WHAT TO WORK ON
Go through the entries below and work out how many lines include "Order"; give only that number.

SUPPLIED DATA
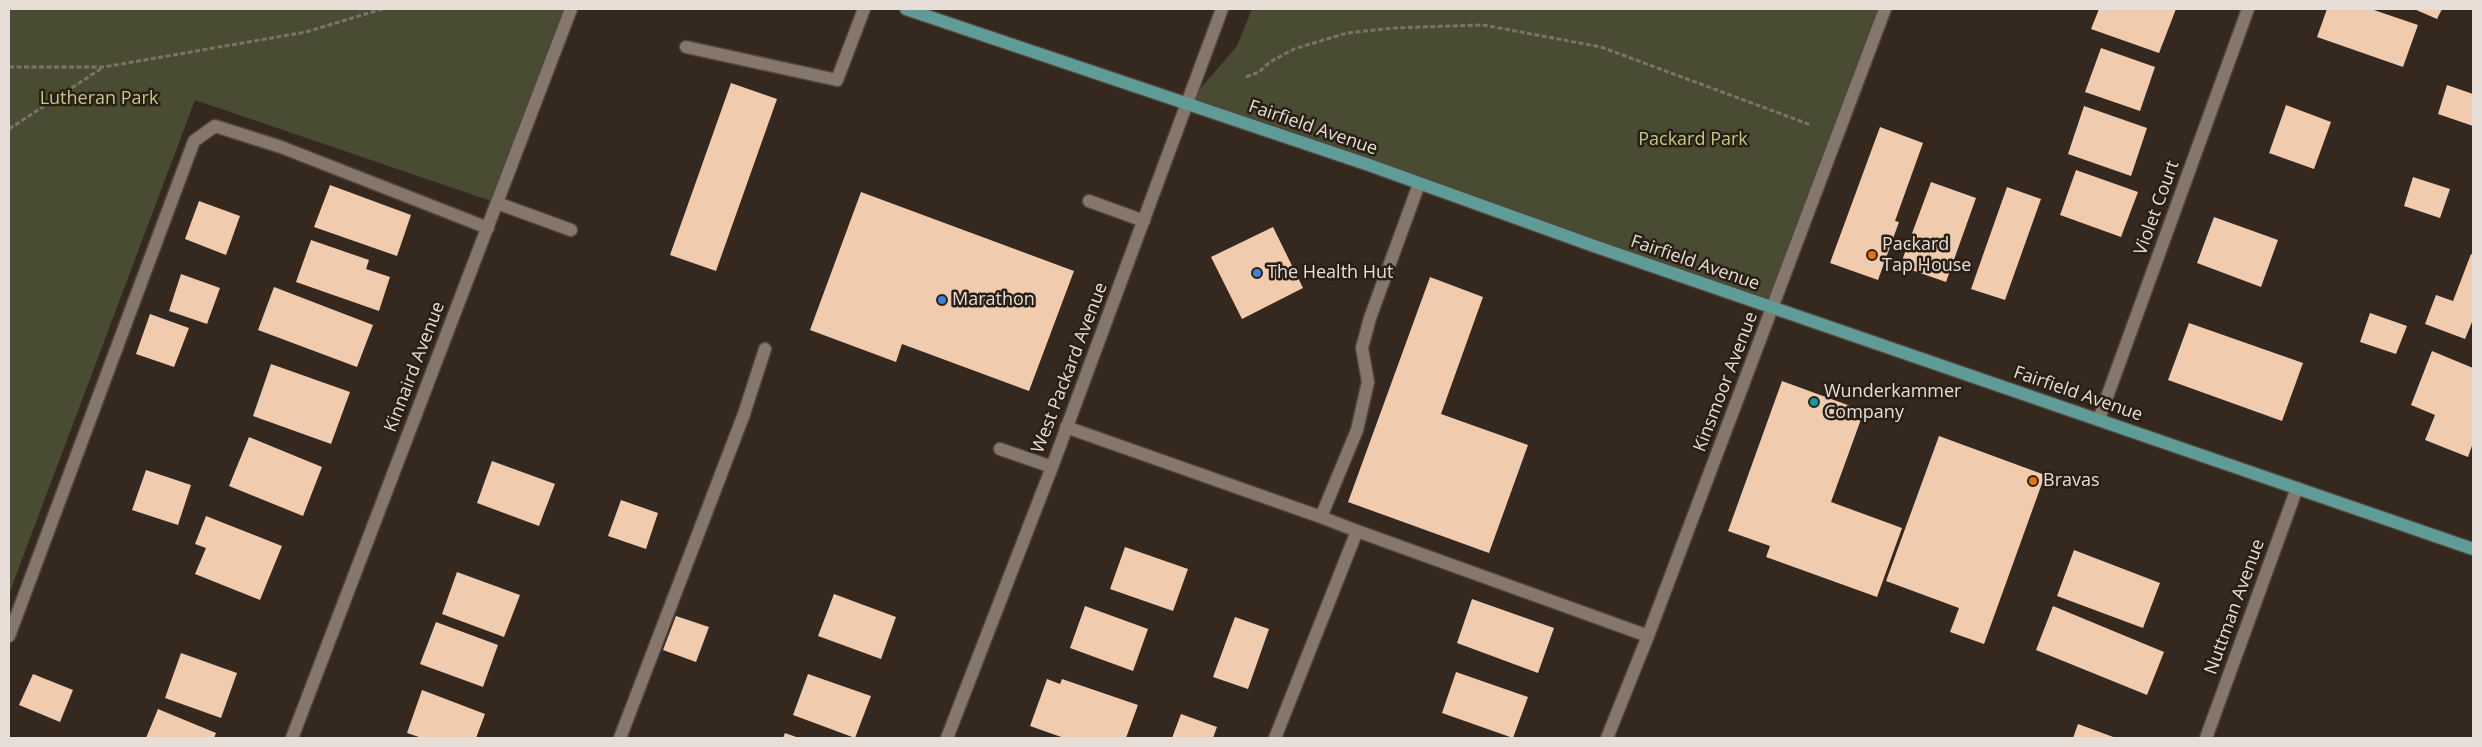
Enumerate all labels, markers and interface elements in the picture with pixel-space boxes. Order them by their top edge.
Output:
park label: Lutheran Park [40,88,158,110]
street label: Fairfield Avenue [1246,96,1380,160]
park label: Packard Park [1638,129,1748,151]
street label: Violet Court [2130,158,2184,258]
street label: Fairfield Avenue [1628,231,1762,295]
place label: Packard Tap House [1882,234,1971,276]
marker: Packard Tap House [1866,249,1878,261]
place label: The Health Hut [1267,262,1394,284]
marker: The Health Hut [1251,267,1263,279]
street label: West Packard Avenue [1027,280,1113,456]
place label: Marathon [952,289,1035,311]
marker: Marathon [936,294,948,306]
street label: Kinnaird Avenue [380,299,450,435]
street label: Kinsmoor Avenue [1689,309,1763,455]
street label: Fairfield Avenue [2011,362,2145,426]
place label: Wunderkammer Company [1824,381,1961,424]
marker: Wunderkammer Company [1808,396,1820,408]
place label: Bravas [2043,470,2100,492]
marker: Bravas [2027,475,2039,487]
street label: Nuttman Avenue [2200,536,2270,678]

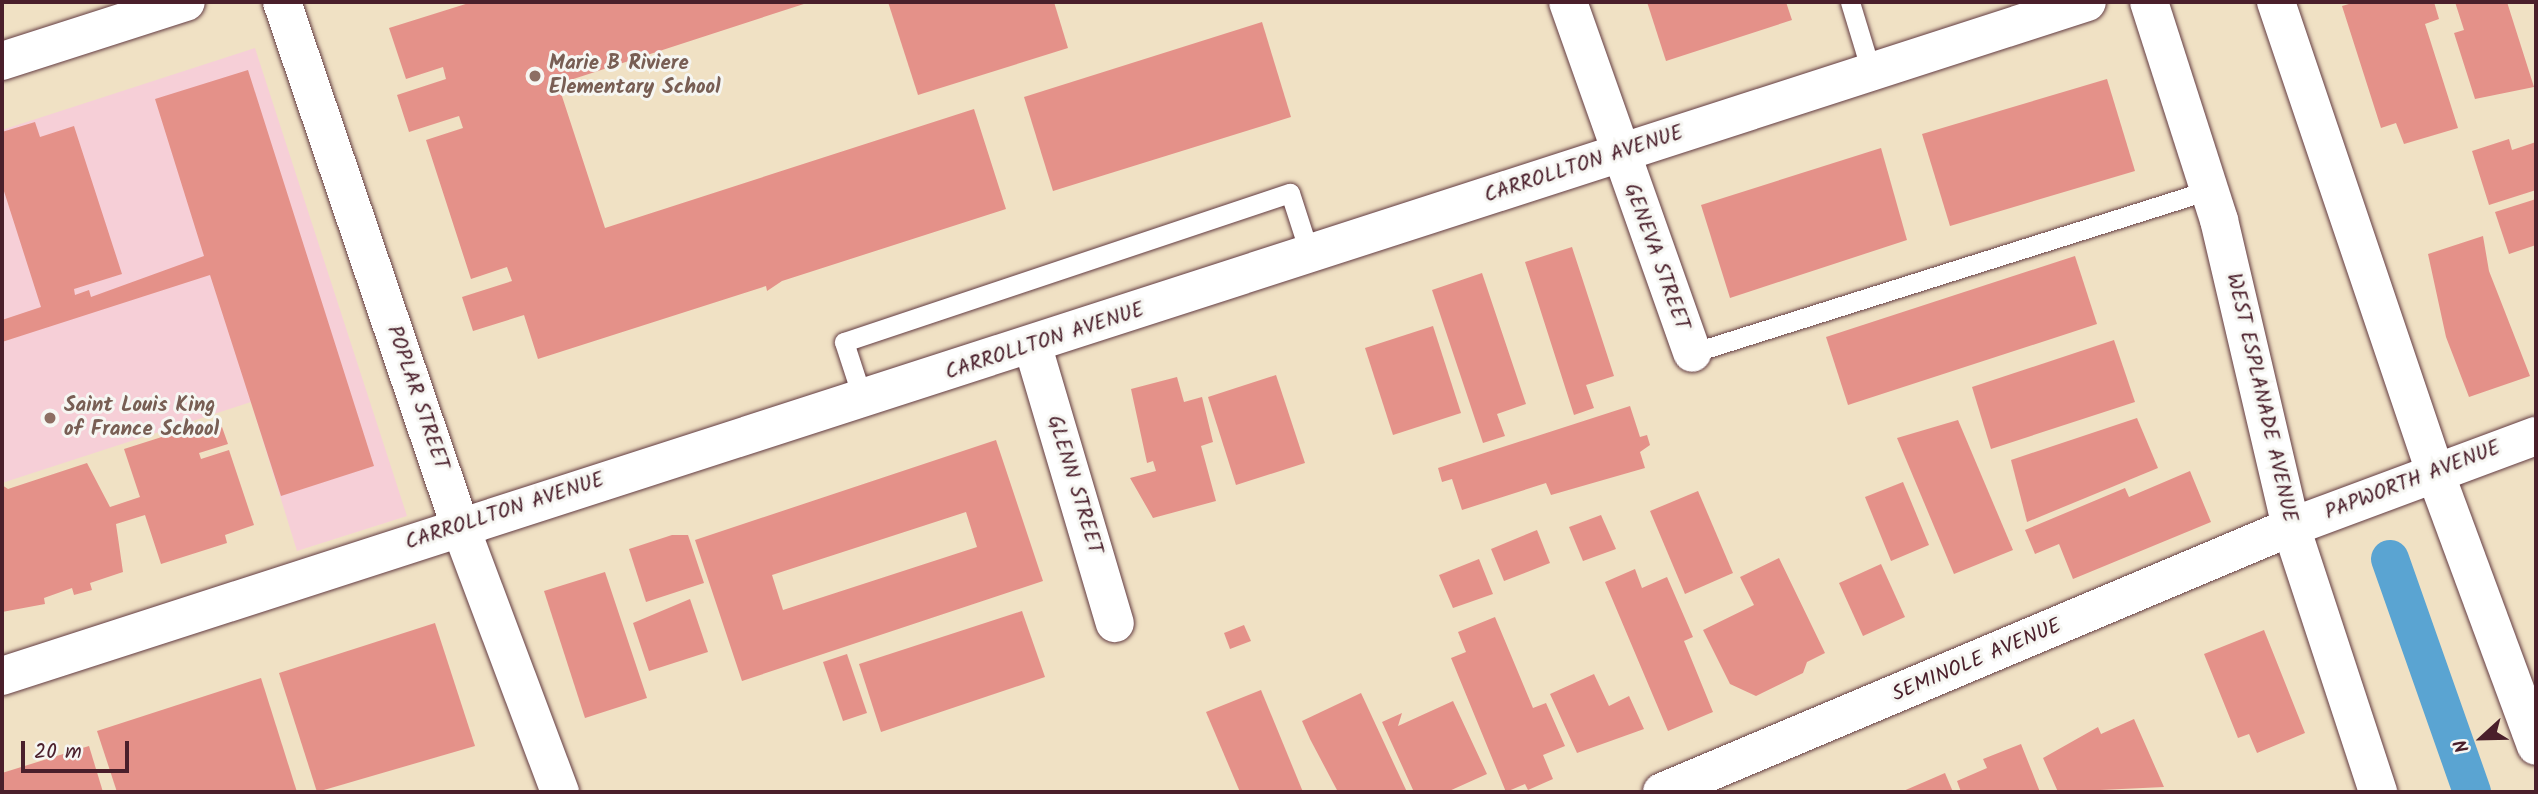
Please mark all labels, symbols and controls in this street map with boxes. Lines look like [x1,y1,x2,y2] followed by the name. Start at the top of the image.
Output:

...

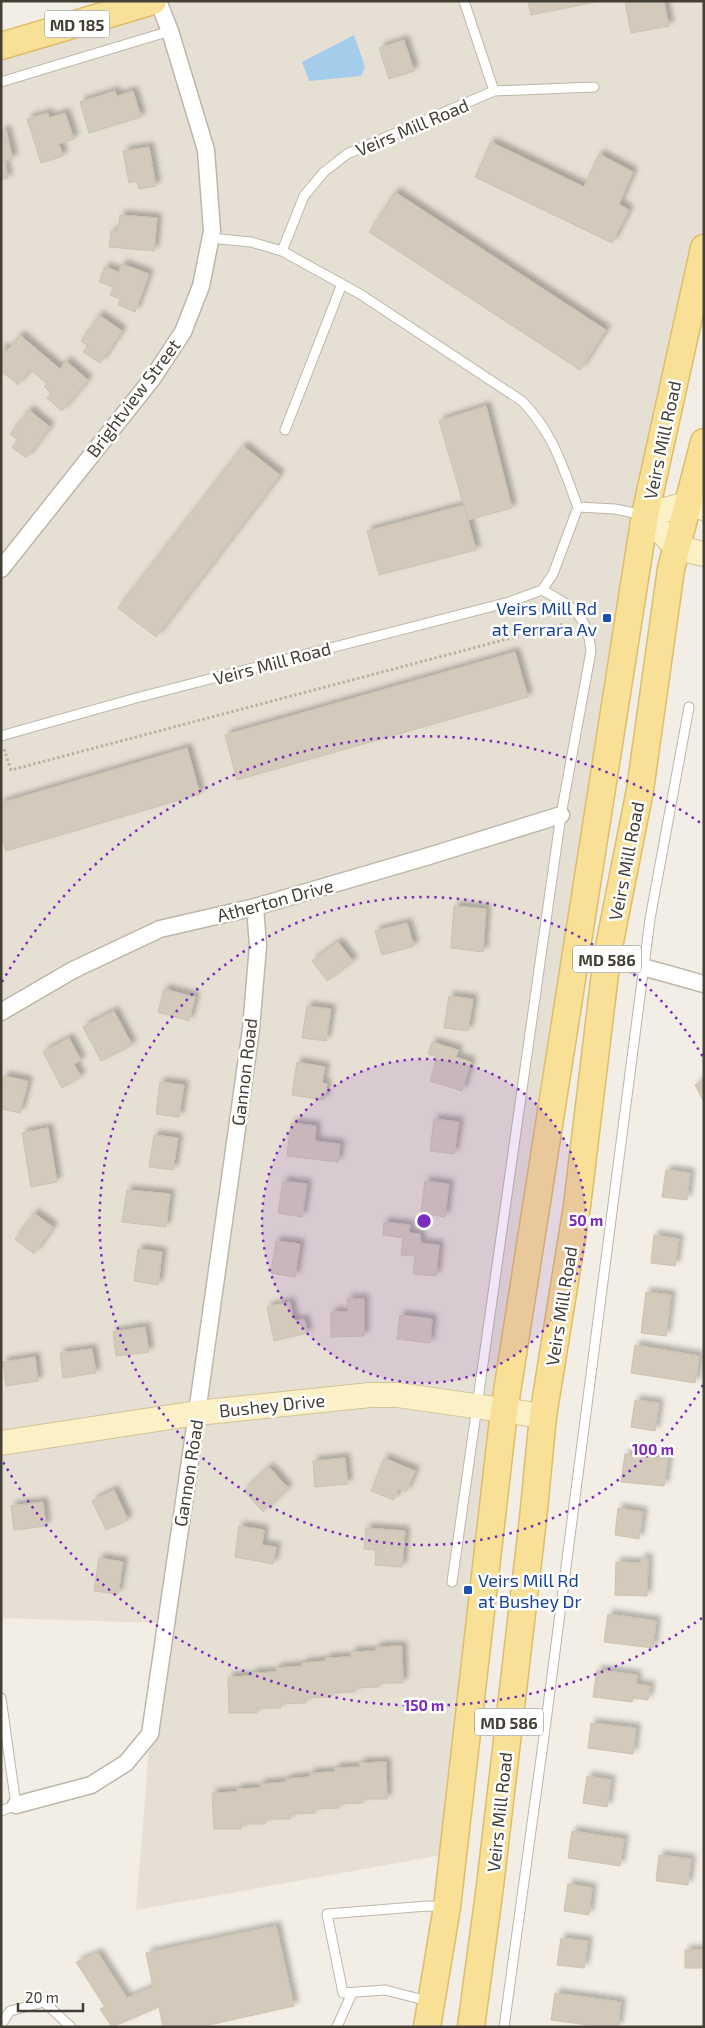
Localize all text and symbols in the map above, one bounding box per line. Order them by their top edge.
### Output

TASK ANSWER
2